NHL’s Final Word: Take It or Leave It : Hockey: After voting down earlier agreement, owners again put the puck in players’ zone.
The NHL lockout has come down to one last offer from the league. Take it or leave it. Season or no season. The owners said Tuesday night that it’s all up to the players.
“This is the final, final, final, final, final offer,” Boston Bruin President Harry Sinden said.
“We’ve given (NHL Commissioner) Gary Bettman a mandate to do the deal on our guidelines,” Edmonton Oiler owner Peter Pocklington said.
Canadian Press said the owners voted 19-7 Tuesday to send a proposal that was similar to the plan the Board of Governors had rejected earlier in the day.
If the players refuse, there will be no 1994-95 NHL season.
It was unclear if the players had to respond by Tuesday night or by today. An NHL statement read by league spokesman Arthur Pincus said only that a new agreement had to be “reached promptly.” Pincus then refused to answer questions.
Neither Bettman nor NHL Players Assn. head Bob Goodenow were available for comment.
Free agency was by far the most contentious issue in the round-the-clock negotiations that Bettman and Goodenow started Monday morning.
Under terms of the contract management is sending to the union, players would have the right to become unrestricted free agents when they reach 32 years old in the first three years of the contract and when they reach 31 in the last three years.
Because owners reportedly have the right to reopen the agreement after the third year, players may never see the 31-year-old benefit.
Sinden doesn’t have much sympathy.
“We started out with and we’re going to abide . . . knowing full well that we needed a salary cap,” he said. “We changed the cap to a tax and we didn’t get that, either.”
In the proposal that was rejected by the owners Tuesday, players would have become unrestricted free agents at 32 in the first year and at 31 in the last five.
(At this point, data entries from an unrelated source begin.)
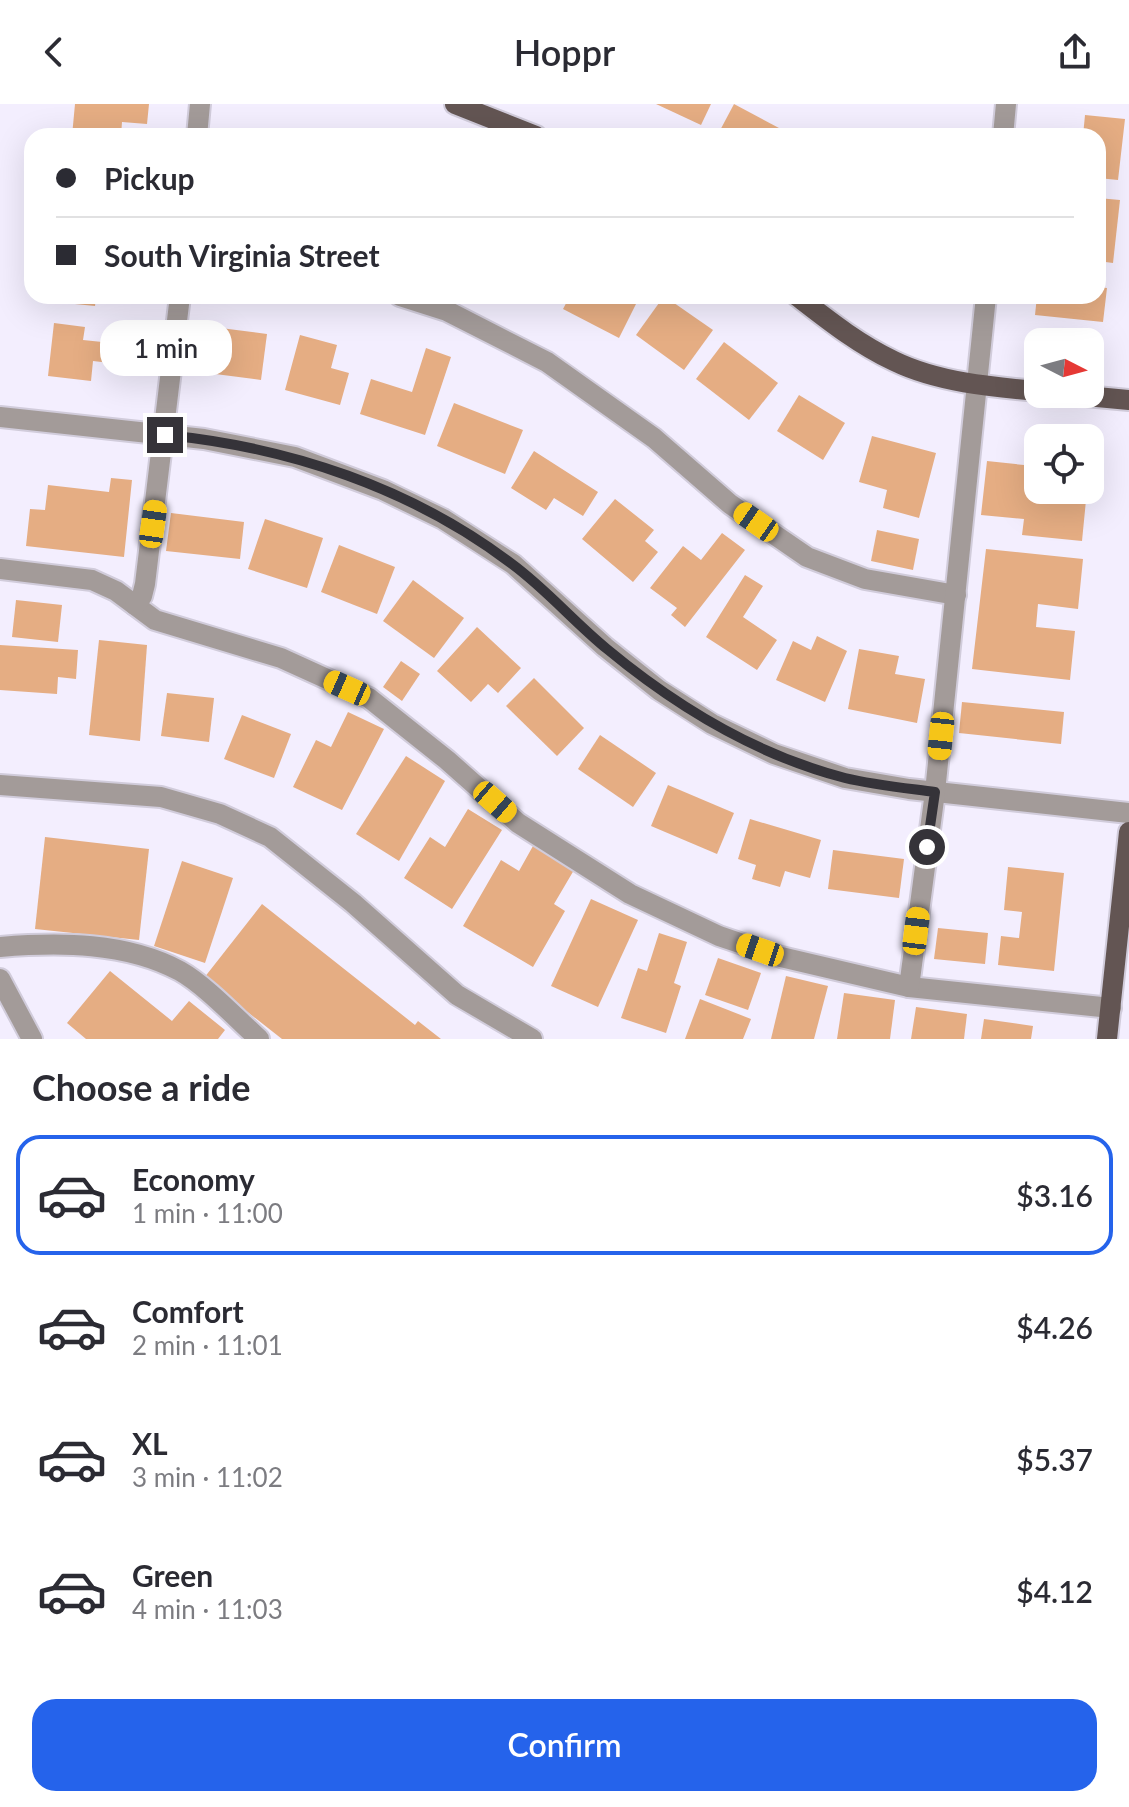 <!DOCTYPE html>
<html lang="en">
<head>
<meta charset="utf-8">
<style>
	body { margin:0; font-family:Lato,sans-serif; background:#f7f7f7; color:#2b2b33; height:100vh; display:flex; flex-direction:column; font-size:30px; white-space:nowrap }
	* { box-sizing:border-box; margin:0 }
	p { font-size:26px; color:#7c7c81 }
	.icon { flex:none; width:44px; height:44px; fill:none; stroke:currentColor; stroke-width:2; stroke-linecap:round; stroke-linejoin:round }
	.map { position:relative; height:935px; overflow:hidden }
	.side { display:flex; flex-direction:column; background:#fff; flex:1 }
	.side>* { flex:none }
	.hud { position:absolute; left:24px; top:24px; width:1082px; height:176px; border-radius:24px; box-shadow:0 8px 32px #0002; display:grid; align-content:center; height:176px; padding:0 32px; background:#fff }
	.needle { width:52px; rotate:96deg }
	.fabs { position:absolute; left:1024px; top:224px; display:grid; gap:16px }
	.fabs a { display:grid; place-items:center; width:80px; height:80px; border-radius:16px; background:#fff; box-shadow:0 8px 32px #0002; font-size:40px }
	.end { position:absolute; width:36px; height:36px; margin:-18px; border:10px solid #353339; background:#fff; box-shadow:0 0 0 4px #fff }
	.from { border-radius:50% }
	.bubble { position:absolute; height:56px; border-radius:24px; background:#fff; box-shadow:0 8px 32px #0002; font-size:26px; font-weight:600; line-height:56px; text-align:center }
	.car { position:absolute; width:24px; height:48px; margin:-24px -12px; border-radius:10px; box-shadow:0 0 6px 2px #0007; background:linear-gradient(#f5c518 24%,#345 0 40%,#f5c518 0 76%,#345 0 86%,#f5c518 0) }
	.hud b { display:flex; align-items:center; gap:28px; height:76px; font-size:30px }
	.hud b+b { border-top:2px solid #e1e1e2 }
	.hud i { width:20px; height:20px; background:#2b2b33 }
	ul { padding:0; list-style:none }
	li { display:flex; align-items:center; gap:24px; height:120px; margin:0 16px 12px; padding:0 16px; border:4px solid transparent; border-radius:24px }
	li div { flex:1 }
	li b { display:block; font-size:30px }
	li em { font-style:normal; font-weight:600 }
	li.current { border-color:#2563eb }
	li>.icon { width:72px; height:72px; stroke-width:1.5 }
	h2 { padding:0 32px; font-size:36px; line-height:96px }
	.cta { display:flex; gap:16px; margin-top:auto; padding:16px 32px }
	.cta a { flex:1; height:92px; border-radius:24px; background:#2563eb; color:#fff; font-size:32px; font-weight:600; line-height:92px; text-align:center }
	header { display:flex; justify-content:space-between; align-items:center; height:104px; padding:0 32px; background:#fff; font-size:36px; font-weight:600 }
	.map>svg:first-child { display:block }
	.building { fill:#e5ad83 }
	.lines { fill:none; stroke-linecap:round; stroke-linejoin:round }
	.minor-casing { stroke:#d1ccdb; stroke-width:24 }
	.major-casing { stroke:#d1ccdb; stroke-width:24 }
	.minor { stroke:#a39b99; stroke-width:20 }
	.major { stroke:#635553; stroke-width:20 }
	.route { stroke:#353339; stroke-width:10 }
</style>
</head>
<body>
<header><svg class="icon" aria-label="back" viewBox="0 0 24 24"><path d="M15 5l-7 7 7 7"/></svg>Hoppr<svg class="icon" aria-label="share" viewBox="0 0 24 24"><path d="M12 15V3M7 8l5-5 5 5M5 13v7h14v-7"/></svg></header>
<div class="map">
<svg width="1129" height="935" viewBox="0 0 1129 935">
	<rect width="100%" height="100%" fill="#f3eefe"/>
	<g class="building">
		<path d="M75 0H149L147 20 122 18 121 32H72Z"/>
		<path d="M656 0H711L701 21Z"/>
		<path d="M734 0 794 32H717Z"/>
		<path d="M1085 11 1125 15 1118 76 1098 74V32H1083Z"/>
		<path d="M232 25 277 30V32H231Z"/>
		<path d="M1098 94 1120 96 1113 159 1098 157Z"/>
		<path d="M1098 183 1107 184 1103 218 1035 211 1037 192H1098Z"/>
		<path d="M55 192H96L95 202 55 198Z"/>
		<path d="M570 192H640L619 234 563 205Z"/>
		<path d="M664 192 713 226 684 266 636 231Z"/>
		<path d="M54 219 85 223 83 236 112 239 110 259 93 257 91 277 48 272Z"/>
		<path d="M197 221 267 230 261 276 192 267Z"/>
		<path d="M300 231 337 241 331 264 349 269 340 301 285 286Z"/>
		<path d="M724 238 778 279 749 316 696 275Z"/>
		<path d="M426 244 451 253 425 331 360 310 371 275 412 288Z"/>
		<path d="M799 291 845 319 823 356 777 327Z"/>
		<path d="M454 299 523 326 505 370 437 342Z"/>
		<path d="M872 332 936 349 919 414 883 404 887 386 859 378Z"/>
		<path d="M1026 345 1038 346V386H1087L1082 437 1022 431 1024 415 981 411 987 357 1024 361Z"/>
		<path d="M534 347 598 388 583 412 554 394 546 406 511 384Z"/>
		<path d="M111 374 132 376 124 453 26 442 30 405 45 406 48 381 109 388Z"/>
		<path d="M615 395 654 426 645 437 658 448 633 478 582 435Z"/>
		<path d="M171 409 244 418 240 455 166 447Z"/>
		<path d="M265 415 323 434 307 484 248 465Z"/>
		<path d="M877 426 919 435 913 466 871 457Z"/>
		<path d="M722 429 745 446 685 523 671 511 677 504 650 484 683 442 701 456Z"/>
		<path d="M339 441 395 463 377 510 321 488Z"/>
		<path d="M986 445 1083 455 1078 505 1038 500 1036 523 1075 527 1070 576 972 565Z"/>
		<path d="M745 471 763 482 743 513 777 536 757 566 706 533Z"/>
		<path d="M413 476 464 514 434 554 383 517Z"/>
		<path d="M16 496 62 501 58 538 12 533Z"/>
		<path d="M477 523 521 564 498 589 488 580 471 598 437 567Z"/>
		<path d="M817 532 847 547 825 598 776 576 793 537 811 546Z"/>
		<path d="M99 536 147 541 140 637 89 631Z"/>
		<path d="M0 541 78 546 76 575 58 573 57 590 0 586Z"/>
		<path d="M859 545 899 552 895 570 925 575 917 619 848 605Z"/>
		<path d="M401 557 420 570 402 597 383 583Z"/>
		<path d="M534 574 584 624 557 652 506 602Z"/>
		<path d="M167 589 214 594 209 638 161 632Z"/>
		<path d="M962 598 1064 608 1061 640 959 629Z"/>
		<path d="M348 608 384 625 342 706 293 683 316 636 331 643Z"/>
		<path d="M242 611 291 630 274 674 224 655Z"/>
		<path d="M600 631 656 669 633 703 578 665Z"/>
		<path d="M406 652 445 677 399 757 356 730Z"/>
		<path d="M668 681 734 709 717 750 651 722Z"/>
		<path d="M468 705 502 726 452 805 404 774 430 733 445 743Z"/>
		<path d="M750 715 821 736 810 774 785 767 780 783 752 775 756 761 738 755Z"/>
		<path d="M45 733 149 745 139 836 35 825Z"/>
		<path d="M533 742 574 766 554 800 565 807 533 863 463 822 501 756 519 767Z"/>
		<path d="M833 746 904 755 899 794 828 785Z"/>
		<path d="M182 757 233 774 205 859 154 842Z"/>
		<path d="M1008 763 1064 769 1054 867 998 861 1001 832 1019 834 1022 808 1004 806Z"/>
		<path d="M591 795 638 816 598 903 551 882Z"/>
		<path d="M262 800 415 921 418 917 441 935H282L204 874Z"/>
		<path d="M938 824 988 829 985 860 934 855Z"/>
		<path d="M659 829 687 838 674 879 681 882 666 929 621 914 638 864 647 867Z"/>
		<path d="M718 854 761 869 748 906 705 891Z"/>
		<path d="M110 867 172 917 189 897 225 926 218 935H86L67 919Z"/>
		<path d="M786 872 828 882 814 935H771Z"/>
		<path d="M844 889 895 896 890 935H837Z"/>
		<path d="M700 895 751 915 743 935H685Z"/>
		<path d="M916 903 967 910 964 935H911Z"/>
		<path d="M984 915 1033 922 1031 935H981Z"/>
	</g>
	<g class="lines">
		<defs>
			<g id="minor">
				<path d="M197 32 200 0"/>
				<path d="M1003 32 1006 0"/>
				<path d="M400 192 447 207 547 258 654 334 730 400 807 453 865 475 956 491"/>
				<path d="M0 313 204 335 295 353 383 386 443 415 513 460 605 543 659 586 712 620 774 650 845 674 909 685 1129 709"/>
				<path d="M0 465 92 476 116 487 155 516 281 554 369 594 447 656 518 719 630 790 719 832 781 853 909 883 1111 904"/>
				<path d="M135 501 142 492 145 480 180 192"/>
				<path d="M0 681 161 693 220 710 270 733 353 799 457 891 532 935"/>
				<path d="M0 843C59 838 126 838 180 867 205 881 237 915 259 935"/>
				<path d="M0 875 32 935"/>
				<path d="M909 883 935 688 986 192"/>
			</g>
			<g id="major">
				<path d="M455 0 536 32"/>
				<path d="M797 192C828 216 858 240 894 257 937 278 991 283 1038 287"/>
				<path d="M1065 290 1129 296"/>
				<path d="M1107 935 1129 728"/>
			</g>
		</defs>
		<use href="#minor" class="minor-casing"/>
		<use href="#major" class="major-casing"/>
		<use href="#minor" class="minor"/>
		<use href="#major" class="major"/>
	</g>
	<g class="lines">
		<path class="route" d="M165 331C289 343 412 384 512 460 546 485 574 518 607 545 677 603 756 651 845 674 874 681 905 684 935 688L927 743"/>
	</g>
</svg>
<div class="fabs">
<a><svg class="needle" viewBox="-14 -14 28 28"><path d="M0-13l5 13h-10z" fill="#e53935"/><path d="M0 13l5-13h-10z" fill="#7c7c81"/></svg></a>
<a><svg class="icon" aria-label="locate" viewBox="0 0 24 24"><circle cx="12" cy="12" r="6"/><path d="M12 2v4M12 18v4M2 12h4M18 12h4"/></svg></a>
</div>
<i class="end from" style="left:927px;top:743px"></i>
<i class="end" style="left:165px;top:331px"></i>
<div class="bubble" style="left:100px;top:216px;width:132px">1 min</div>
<i class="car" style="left:756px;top:418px;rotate:305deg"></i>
<i class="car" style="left:153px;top:420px;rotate:8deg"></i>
<i class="car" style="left:347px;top:584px;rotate:294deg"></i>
<i class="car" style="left:941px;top:632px;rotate:186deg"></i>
<i class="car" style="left:495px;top:698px;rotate:131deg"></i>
<i class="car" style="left:916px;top:827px;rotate:7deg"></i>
<i class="car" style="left:760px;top:846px;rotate:289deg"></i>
<div class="hud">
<b><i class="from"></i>Pickup</b>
<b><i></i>South Virginia Street</b>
</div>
</div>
<section class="side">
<h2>Choose a ride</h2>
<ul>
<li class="current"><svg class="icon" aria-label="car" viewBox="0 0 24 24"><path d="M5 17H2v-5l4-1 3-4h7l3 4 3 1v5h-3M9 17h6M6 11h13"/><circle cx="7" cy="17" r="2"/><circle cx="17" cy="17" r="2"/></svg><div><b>Economy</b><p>1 min · 11:00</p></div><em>$3.16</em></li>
<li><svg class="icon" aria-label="car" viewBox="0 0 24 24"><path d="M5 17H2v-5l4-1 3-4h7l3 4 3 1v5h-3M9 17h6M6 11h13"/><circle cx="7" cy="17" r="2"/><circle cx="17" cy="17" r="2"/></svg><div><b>Comfort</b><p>2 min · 11:01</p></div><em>$4.26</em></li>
<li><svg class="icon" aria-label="car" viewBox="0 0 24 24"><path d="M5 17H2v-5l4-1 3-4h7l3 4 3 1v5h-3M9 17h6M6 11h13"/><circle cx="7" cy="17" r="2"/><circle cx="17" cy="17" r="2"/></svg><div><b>XL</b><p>3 min · 11:02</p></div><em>$5.37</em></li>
<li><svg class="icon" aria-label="car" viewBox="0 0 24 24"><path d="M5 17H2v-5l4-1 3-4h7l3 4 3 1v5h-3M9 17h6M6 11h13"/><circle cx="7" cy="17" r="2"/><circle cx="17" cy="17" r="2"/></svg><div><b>Green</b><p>4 min · 11:03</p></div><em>$4.12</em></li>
</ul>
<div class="cta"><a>Confirm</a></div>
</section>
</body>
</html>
Players went into the week hoping to land free agency at 30.
“It’s disappointing that we offered 32 in the first year and 31 in the next five and they didn’t accept it,” said Bob Corkum, player rep of the Mighty Ducks. “It seems that they’re stuck on 32.”
Hartford Whaler General Manager Jim Rutherford agreed that the Board of Governors was “splitting hairs.”
“And this isn’t the time to do that,” he said. “The main issue is the age of free agency.”
Other key components of the contract the owners rejected:
--Three salary arbitration walkaways over each two-year period for players receiving awards of at least $550,000.
--$850,000 salary cap for first-round draft picks.
--Draft for 19-year-olds with 18-year-olds having the option to get in.
Earlier Tuesday, the 102nd day of the owners’ lockout, the Board of Governors voted 14-12 against a proposal that Bettman had worked out with Goodenow in 20-plus hours of negotiations.
Reports circulated throughout the day that a deal was imminent. But by the time of the first conference call, many owners had become dissatisfied with the six-year contract Bettman brought them.
“There’s a lot of issues that have developed into a very substantial controversy among the clubs,” Toronto General Manager Cliff Fletcher said.